This lesson explains how to conduct a hypothesis test for a difference between two population proportions. This type of test is known as a two-proportion z-test.

**Checking Conditions**

Before we can conduct a hypothesis test for a difference between two population proportions, we first need to make sure the following conditions are met to ensure that our hypothesis test will be valid:

**Random:**A random sample or random experiment should be used to collect data for both samples.**Independence:**The two samples are independent.**Successes & Failures:**Each sample includes at least 10 successes and 10 failures.**Size:**The size of each sample is at most 5% of its population.

If these conditions are met, we can then conduct the hypothesis test. The following two examples show how to conduct a hypothesis test for a difference between two population proportions.

**Hypothesis Test for a Difference in Proportions (Two-Tailed)**

A superintendent of a school district claims that the percentage of students who prefer chocolate milk over regular milk in school cafeterias is the same for school 1 and school 2. To test this claim, an independent researcher obtains a simple random sample of 100 students from each school and surveys them about their preferences. He finds that 70% of students prefer chocolate milk in school 1 and 68% of students prefer chocolate milk in school 2.

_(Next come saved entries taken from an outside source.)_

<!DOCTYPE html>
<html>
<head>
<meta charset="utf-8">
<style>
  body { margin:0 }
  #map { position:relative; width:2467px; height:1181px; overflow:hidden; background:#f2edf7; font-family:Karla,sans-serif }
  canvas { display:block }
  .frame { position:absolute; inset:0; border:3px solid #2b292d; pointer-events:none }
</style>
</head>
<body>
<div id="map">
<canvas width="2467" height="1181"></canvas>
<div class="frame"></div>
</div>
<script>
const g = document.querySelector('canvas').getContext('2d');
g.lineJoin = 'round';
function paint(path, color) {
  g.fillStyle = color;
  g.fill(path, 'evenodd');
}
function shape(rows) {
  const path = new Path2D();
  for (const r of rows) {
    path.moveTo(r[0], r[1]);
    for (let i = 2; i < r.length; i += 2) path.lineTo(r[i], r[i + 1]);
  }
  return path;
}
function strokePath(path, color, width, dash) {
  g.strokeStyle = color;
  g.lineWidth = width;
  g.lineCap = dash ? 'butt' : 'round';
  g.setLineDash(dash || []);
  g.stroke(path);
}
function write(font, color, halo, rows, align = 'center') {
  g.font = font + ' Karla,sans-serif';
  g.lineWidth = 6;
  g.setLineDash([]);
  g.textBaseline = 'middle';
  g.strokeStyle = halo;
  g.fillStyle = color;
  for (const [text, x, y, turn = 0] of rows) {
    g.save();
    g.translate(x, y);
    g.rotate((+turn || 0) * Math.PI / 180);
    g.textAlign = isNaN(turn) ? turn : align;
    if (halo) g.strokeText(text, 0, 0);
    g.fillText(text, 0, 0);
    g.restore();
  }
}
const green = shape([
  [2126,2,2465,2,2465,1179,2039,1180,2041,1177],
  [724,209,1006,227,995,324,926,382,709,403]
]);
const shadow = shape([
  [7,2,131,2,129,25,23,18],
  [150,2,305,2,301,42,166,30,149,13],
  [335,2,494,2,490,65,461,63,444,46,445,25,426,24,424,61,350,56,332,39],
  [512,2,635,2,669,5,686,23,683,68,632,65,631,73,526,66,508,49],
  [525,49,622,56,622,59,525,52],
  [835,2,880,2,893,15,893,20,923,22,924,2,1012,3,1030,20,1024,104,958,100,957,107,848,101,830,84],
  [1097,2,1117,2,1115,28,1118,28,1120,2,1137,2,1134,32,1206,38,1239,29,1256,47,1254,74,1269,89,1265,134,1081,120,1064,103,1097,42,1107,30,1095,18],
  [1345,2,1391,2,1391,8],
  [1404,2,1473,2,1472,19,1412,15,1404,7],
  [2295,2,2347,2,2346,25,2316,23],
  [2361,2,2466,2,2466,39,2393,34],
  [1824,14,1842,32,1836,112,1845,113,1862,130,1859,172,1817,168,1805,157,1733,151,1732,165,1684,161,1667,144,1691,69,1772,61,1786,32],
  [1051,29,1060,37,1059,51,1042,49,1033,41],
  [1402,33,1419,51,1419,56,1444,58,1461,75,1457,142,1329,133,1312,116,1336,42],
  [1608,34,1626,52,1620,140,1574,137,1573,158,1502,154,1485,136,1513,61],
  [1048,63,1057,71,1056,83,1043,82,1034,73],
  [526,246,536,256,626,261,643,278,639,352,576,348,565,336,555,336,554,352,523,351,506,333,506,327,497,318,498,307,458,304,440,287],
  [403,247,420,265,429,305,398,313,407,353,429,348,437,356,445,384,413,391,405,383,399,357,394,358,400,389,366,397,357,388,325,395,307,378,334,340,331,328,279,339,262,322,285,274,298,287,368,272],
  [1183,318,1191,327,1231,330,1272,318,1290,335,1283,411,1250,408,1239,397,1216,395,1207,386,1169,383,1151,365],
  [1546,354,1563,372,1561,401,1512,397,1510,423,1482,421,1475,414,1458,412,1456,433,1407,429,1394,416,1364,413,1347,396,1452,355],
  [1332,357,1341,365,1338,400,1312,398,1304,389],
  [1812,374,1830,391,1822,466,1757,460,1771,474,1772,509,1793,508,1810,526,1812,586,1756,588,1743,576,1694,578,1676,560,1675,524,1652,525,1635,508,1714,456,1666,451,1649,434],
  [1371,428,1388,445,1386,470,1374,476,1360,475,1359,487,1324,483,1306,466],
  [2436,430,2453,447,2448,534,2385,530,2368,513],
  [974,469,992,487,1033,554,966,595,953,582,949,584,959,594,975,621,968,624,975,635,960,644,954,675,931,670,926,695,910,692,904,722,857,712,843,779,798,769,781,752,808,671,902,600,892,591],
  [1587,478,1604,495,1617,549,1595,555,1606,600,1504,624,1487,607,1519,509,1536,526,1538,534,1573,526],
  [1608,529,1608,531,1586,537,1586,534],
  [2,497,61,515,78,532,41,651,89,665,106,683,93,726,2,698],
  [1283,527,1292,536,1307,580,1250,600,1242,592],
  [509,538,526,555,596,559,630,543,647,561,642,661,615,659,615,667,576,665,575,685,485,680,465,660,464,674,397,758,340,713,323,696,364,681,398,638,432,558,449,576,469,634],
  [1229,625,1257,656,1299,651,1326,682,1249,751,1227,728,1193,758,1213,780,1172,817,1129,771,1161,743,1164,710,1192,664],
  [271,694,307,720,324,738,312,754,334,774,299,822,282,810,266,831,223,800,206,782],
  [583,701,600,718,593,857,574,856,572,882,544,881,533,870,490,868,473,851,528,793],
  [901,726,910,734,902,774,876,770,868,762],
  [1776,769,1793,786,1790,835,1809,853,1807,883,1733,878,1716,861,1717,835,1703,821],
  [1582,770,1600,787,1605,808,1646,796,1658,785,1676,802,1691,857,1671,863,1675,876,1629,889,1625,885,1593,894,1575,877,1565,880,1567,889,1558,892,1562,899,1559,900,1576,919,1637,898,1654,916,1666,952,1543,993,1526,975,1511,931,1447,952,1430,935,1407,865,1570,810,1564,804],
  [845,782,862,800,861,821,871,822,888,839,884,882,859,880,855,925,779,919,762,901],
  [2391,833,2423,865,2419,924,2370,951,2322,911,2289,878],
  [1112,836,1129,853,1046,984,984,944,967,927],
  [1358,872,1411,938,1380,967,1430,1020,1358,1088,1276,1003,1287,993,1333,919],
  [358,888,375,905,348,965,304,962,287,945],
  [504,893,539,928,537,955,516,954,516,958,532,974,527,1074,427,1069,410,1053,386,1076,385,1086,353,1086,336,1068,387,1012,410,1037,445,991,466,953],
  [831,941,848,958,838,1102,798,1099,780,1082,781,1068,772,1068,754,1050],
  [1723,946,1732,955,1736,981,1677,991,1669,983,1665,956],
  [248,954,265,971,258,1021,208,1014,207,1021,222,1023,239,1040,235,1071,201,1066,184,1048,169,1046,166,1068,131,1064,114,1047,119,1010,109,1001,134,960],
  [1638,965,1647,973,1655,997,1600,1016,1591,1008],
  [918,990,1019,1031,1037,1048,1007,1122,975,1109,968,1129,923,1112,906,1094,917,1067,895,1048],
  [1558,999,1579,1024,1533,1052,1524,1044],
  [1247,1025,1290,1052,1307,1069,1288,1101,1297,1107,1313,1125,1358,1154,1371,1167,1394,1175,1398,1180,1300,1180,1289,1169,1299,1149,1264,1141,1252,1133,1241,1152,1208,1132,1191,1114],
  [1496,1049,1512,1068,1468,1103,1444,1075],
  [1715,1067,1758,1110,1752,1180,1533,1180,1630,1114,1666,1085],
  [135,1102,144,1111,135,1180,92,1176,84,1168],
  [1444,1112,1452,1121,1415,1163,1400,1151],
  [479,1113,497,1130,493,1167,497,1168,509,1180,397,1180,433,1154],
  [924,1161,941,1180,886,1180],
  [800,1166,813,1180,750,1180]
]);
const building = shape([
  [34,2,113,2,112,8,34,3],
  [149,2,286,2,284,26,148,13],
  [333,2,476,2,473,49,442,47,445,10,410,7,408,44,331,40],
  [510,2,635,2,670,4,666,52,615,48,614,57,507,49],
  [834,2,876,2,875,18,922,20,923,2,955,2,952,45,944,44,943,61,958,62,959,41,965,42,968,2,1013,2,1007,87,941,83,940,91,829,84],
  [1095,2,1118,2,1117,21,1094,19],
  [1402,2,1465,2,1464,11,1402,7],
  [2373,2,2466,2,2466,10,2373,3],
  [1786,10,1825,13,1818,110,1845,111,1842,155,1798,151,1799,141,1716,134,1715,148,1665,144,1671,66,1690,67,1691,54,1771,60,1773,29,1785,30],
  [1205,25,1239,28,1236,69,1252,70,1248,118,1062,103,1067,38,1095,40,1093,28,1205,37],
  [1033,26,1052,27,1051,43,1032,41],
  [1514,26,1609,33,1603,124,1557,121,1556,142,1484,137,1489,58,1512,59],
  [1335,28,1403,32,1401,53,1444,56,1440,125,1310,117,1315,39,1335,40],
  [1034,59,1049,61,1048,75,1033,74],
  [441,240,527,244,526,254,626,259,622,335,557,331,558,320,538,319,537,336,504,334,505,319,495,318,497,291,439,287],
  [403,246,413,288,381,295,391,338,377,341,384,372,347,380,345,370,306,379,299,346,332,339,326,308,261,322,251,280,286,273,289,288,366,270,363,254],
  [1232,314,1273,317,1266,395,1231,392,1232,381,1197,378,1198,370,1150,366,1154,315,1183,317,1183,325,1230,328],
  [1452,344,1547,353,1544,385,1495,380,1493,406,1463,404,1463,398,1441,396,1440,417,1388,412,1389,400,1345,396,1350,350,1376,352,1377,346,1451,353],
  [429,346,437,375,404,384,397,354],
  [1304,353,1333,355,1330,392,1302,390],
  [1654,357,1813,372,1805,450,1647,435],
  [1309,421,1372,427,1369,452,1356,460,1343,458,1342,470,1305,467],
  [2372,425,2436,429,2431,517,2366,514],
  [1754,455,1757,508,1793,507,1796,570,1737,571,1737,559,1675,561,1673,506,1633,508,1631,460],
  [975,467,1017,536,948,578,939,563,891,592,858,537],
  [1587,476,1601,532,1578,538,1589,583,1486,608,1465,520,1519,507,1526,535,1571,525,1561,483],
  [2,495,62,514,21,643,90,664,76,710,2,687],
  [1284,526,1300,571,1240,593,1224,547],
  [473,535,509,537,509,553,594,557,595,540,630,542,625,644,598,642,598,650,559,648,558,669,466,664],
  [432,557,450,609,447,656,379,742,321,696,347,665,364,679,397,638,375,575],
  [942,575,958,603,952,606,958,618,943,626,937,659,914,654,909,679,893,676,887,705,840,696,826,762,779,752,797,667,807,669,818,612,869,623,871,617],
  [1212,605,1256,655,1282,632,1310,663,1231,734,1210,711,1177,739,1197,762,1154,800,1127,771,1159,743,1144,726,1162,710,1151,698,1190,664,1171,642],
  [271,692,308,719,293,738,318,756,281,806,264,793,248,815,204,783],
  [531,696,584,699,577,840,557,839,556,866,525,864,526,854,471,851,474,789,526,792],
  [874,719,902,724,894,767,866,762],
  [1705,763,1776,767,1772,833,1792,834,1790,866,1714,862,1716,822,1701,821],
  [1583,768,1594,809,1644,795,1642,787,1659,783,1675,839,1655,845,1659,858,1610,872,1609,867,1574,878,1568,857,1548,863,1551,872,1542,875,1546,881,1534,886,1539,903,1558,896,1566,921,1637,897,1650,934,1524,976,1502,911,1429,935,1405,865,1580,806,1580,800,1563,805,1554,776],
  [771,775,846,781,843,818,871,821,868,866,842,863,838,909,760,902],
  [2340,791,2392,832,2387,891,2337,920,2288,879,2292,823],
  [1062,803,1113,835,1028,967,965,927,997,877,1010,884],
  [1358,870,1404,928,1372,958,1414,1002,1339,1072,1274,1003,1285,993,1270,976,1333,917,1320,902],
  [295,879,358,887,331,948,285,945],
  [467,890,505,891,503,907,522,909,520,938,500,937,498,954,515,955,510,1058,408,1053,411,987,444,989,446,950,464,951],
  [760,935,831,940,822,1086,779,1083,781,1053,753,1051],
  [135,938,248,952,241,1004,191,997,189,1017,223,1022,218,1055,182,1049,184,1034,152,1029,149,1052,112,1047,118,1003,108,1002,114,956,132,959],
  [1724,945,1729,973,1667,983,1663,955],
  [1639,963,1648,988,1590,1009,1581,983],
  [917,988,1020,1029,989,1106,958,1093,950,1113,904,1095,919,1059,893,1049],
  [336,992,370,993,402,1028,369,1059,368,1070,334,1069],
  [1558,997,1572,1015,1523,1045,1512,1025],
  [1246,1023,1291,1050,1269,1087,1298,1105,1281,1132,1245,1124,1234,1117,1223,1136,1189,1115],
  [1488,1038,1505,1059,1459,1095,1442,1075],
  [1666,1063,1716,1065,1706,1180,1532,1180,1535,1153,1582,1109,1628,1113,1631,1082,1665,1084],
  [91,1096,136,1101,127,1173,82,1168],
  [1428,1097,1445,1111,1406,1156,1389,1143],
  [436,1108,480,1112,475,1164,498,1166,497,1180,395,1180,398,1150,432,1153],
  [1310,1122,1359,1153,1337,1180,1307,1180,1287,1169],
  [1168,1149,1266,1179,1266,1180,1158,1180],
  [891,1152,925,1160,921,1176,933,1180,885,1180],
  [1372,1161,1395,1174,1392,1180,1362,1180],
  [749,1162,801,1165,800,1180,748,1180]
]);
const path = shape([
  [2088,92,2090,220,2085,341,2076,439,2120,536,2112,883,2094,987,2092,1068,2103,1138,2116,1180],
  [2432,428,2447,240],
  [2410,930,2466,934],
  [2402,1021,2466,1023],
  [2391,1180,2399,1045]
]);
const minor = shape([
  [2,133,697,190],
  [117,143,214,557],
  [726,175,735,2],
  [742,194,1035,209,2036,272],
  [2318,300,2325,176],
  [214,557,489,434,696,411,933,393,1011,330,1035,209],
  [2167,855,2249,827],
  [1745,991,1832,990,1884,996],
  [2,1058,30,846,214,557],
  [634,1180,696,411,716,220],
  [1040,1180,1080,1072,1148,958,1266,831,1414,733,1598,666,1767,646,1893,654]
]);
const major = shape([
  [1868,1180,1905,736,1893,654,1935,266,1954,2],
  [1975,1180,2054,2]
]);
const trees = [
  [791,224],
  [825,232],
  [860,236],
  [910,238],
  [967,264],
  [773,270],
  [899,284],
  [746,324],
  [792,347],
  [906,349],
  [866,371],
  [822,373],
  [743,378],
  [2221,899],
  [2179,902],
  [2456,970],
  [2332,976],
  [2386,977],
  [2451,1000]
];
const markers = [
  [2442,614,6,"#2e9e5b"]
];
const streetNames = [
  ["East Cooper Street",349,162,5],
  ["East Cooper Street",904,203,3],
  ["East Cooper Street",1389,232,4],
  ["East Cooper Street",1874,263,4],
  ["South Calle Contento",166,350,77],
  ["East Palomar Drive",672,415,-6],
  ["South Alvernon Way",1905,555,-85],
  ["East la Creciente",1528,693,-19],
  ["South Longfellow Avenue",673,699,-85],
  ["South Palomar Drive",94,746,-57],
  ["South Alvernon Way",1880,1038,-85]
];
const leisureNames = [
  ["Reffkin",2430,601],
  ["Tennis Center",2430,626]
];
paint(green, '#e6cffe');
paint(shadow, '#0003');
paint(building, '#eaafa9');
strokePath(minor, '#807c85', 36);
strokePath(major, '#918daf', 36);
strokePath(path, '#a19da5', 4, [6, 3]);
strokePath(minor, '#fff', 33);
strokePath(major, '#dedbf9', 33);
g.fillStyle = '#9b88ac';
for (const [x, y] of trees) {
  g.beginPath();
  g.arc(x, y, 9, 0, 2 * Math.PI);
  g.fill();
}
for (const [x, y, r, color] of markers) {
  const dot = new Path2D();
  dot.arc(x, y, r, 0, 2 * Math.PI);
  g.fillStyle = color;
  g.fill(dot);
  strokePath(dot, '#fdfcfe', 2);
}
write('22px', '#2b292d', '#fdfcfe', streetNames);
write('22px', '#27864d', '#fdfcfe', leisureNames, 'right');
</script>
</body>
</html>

**Based on these results, can we reject the superintendent’s claim that the percentage of students who prefer chocolate milk is the same for school 1 and school 2? Use a .05 level of significance. **

**Step 1. State the hypotheses. **

The null hypothesis (H0): P_{1} = P_{2}

The alternative hypothesis: (Ha): P_{1} ≠ P_{2}

**Step 2. Determine a significance level to use.**

The problem tells us that we are to use a .05 level of significance.

**Step 3. Find the test statistic.**

First, find the pooled sample proportion p:

p = (p_{1} * n_{1} + p_{2} * n_{2}) / (n_{1} + n_{2})

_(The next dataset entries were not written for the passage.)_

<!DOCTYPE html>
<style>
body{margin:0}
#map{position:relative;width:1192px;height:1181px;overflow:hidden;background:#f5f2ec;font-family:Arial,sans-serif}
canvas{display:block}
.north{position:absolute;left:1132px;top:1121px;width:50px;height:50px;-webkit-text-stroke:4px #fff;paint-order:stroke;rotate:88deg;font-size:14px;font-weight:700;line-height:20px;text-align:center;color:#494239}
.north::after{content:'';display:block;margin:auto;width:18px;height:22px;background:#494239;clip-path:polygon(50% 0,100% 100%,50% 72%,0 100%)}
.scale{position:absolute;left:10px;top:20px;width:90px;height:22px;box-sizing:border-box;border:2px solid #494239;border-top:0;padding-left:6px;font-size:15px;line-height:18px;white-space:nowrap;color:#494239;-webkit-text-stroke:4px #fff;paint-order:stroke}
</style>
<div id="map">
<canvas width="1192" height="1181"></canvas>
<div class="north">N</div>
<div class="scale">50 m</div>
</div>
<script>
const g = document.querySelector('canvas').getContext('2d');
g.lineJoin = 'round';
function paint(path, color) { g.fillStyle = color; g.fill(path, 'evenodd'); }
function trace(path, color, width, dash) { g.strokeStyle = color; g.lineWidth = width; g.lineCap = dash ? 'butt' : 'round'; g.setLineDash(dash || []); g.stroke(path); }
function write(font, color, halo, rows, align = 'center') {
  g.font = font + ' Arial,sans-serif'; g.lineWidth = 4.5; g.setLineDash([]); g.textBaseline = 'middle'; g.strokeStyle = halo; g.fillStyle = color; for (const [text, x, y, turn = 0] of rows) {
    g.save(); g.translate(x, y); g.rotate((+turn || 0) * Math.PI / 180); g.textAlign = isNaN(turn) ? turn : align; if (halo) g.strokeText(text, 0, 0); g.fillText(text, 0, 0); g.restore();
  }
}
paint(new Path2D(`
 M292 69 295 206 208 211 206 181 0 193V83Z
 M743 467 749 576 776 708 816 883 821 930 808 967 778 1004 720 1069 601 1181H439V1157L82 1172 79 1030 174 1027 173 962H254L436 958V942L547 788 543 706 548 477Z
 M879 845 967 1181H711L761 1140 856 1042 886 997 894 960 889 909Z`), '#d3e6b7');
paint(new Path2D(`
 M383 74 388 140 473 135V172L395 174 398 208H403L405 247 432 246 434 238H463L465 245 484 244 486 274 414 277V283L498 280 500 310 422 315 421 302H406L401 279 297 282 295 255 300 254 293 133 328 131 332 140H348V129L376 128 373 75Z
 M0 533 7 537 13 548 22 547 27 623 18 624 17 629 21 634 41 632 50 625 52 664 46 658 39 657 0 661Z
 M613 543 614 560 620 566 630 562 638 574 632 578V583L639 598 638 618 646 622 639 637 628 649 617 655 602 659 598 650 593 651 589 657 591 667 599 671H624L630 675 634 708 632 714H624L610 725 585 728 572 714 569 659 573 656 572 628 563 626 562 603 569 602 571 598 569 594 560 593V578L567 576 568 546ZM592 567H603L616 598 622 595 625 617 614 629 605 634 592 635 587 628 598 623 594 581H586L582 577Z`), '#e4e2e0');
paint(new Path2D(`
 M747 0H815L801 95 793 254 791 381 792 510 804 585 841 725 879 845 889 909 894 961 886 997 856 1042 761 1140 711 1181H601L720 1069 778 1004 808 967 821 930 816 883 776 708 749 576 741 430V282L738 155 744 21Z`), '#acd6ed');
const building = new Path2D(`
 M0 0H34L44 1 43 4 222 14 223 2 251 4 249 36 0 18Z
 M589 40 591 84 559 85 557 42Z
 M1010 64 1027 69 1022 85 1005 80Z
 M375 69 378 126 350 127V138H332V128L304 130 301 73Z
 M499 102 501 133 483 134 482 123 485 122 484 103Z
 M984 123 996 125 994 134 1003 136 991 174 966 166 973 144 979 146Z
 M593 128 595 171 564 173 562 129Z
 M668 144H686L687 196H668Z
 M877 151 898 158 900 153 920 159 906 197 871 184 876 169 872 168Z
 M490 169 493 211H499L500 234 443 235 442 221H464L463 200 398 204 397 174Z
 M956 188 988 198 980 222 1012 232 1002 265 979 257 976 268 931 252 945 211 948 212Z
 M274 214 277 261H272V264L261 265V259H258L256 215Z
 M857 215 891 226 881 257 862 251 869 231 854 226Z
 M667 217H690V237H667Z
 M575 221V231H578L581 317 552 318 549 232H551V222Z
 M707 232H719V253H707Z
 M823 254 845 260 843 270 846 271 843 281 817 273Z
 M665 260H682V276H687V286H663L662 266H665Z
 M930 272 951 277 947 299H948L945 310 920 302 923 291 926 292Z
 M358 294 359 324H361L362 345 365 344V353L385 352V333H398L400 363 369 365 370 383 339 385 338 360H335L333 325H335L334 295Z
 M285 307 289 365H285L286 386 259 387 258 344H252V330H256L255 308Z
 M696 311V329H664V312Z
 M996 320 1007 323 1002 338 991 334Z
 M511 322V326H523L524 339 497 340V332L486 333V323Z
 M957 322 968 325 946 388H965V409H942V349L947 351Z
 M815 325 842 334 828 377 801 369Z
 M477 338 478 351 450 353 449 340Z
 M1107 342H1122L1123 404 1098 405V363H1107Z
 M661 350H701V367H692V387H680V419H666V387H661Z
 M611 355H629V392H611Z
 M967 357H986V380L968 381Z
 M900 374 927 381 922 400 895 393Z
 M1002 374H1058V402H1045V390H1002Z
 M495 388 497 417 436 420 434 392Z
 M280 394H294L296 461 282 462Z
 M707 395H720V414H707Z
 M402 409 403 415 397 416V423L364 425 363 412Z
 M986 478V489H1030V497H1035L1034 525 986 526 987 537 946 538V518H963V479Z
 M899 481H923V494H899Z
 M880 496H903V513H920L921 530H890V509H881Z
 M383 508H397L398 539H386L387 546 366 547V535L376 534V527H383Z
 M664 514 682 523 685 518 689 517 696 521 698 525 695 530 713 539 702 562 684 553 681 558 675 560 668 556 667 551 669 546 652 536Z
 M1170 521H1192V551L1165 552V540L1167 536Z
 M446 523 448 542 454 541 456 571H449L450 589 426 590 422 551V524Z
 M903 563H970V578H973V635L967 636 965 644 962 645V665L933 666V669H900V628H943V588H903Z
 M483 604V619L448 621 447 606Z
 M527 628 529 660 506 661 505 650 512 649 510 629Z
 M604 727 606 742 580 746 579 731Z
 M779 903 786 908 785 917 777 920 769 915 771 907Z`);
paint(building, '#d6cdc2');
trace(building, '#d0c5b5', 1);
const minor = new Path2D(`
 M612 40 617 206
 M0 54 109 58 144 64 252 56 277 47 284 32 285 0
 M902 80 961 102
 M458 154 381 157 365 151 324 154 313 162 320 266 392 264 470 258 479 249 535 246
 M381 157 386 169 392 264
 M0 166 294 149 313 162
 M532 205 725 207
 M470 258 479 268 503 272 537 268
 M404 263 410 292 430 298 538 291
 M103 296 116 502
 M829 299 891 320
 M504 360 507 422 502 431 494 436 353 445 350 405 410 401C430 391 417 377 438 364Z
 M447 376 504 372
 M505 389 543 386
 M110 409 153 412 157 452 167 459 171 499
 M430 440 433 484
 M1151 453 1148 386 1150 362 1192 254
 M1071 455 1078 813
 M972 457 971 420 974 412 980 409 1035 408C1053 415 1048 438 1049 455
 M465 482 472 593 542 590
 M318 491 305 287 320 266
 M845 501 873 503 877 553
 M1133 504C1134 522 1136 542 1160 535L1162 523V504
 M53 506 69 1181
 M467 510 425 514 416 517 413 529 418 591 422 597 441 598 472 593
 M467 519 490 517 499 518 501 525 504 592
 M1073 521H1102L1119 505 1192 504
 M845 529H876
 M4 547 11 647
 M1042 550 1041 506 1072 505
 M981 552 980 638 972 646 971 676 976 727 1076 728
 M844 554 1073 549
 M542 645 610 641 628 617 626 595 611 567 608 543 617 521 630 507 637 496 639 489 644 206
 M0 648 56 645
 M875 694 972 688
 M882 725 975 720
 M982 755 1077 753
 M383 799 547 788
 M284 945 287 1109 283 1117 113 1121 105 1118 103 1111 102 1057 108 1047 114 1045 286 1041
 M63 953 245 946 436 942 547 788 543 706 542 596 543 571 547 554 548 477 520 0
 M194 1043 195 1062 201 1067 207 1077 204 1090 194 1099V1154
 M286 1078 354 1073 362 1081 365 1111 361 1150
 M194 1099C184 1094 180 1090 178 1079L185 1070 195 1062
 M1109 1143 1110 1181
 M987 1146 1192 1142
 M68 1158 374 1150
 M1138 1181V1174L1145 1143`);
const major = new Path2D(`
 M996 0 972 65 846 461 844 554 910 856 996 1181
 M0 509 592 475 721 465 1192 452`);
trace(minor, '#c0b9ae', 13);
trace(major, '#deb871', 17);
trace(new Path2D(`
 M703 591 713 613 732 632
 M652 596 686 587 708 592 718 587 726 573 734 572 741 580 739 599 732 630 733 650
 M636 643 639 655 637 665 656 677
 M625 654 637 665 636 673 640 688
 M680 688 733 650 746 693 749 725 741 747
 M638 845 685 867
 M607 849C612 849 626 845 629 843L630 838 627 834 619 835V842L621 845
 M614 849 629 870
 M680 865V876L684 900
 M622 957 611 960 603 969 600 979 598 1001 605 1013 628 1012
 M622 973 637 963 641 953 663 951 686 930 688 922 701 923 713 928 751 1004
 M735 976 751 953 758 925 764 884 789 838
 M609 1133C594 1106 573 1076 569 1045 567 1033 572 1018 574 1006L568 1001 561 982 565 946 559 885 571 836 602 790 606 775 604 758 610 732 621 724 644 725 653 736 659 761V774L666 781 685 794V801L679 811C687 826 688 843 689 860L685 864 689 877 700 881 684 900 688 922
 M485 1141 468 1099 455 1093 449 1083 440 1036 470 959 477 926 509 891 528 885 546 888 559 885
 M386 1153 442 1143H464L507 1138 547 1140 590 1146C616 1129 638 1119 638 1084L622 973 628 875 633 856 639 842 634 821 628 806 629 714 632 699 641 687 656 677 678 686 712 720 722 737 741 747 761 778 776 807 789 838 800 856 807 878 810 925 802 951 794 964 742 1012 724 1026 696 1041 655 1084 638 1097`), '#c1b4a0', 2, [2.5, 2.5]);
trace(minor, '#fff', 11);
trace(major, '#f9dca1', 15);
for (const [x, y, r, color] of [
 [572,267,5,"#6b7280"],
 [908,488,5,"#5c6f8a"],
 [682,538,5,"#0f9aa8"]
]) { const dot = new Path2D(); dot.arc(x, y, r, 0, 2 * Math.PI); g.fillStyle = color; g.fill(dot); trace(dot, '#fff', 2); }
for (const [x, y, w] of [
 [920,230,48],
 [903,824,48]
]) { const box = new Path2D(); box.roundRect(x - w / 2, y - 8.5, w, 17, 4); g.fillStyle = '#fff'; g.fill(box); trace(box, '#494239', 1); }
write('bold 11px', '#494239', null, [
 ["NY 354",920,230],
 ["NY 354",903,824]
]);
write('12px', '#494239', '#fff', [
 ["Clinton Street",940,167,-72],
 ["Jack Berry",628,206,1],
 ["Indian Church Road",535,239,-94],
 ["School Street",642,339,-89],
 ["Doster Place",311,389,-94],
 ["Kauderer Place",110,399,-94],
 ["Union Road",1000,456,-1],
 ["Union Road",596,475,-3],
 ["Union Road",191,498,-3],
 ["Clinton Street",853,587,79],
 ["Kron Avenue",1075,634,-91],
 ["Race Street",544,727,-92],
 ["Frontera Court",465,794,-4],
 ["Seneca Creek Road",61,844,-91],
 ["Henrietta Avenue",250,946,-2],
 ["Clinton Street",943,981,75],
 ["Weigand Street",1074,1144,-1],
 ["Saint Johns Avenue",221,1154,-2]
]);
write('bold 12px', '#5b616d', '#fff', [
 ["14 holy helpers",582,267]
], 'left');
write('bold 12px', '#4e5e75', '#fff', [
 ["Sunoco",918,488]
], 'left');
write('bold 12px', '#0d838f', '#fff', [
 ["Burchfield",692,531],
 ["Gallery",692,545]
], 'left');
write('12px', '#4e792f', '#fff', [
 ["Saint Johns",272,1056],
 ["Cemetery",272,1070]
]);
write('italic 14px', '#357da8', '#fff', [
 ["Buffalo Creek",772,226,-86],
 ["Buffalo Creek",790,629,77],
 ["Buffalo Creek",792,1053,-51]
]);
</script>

p = (.70*100 + .68*100) / (100 + 100) = .69

Then use p in the following formula to find the test statistic z:

z = (p_{1}-p_{2}) / √p * (1-p) * [ (1/n_{1}) + (1/n_{2})]

z = (.70-.68) / √.69 * (1-.69) * [ (1/100) + (1/100)] = .02 / .0654 = **.306**

Use the Z Score to P Value Calculator with a z score of .306 and a two-tailed test to find that the p-value = **0.759**.

**4. Reject or fail to reject the null hypothesis.**

Since the p-value is not less than our significance level of .05, we fail to reject the null hypothesis.

**5. Interpret the results. **

Since we failed to reject the null hypothesis, we do not have sufficient evidence to say that the percentage of students who prefer chocolate milk is different for school 1 and school 2.

**Hypothesis Test for a Difference in Means (One-Tailed)**

A superintendent of a school district claims that the percentage of students who prefer chocolate milk over regular milk in school 1 is less than or equal to the percentage in school 2. To test this claim, an independent researcher obtains a simple random sample of 100 students from each school and surveys them about their preferences. He finds that 70% of students prefer chocolate milk in school 1 and 68% of students prefer chocolate milk in school 2.

**Based on these results, can we reject the superintendent’s claim that the percentage of students who prefer chocolate milk in school 1 is less than or equal to the percentage in school 2? Use a .05 level of significance. **

**Step 1. State the hypotheses. **

The null hypothesis (H0): P_{1} ≤ P_{2}

The alternative hypothesis: (Ha): P_{1} > P_{2}

**Step 2. Determine a significance level to use.**

The problem tells us that we are to use a .05 level of significance.

**Step 3. Find the test statistic.**

First, find the pooled sample proportion p:

p = (p_{1} * n_{1} + p_{2} * n_{2}) / (n_{1} + n_{2})

p = (.70*100 + .68*100) / (100 + 100) = .69

Then use p in the following formula to find the test statistic z:

z = (p_{1}-p_{2}) / √p * (1-p) * [ (1/n_{1}) + (1/n_{2})]

z = (.70-.68) / √.69 * (1-.69) * [ (1/100) + (1/100)] = .02 / .0654 = **.306**

Use the Z Score to P Value Calculator with a z score of .306 and a two-tailed test to find that the p-value = **0.379**.

**4. Reject or fail to reject the null hypothesis.**

Since the p-value is not less than our significance level of .05, we fail to reject the null hypothesis.

**5. Interpret the results. **

Since we failed to reject the null hypothesis, we do not have sufficient evidence to say that the percentage of students who prefer chocolate milk in school 1 is *not *less than or equal to the percentage in school 2.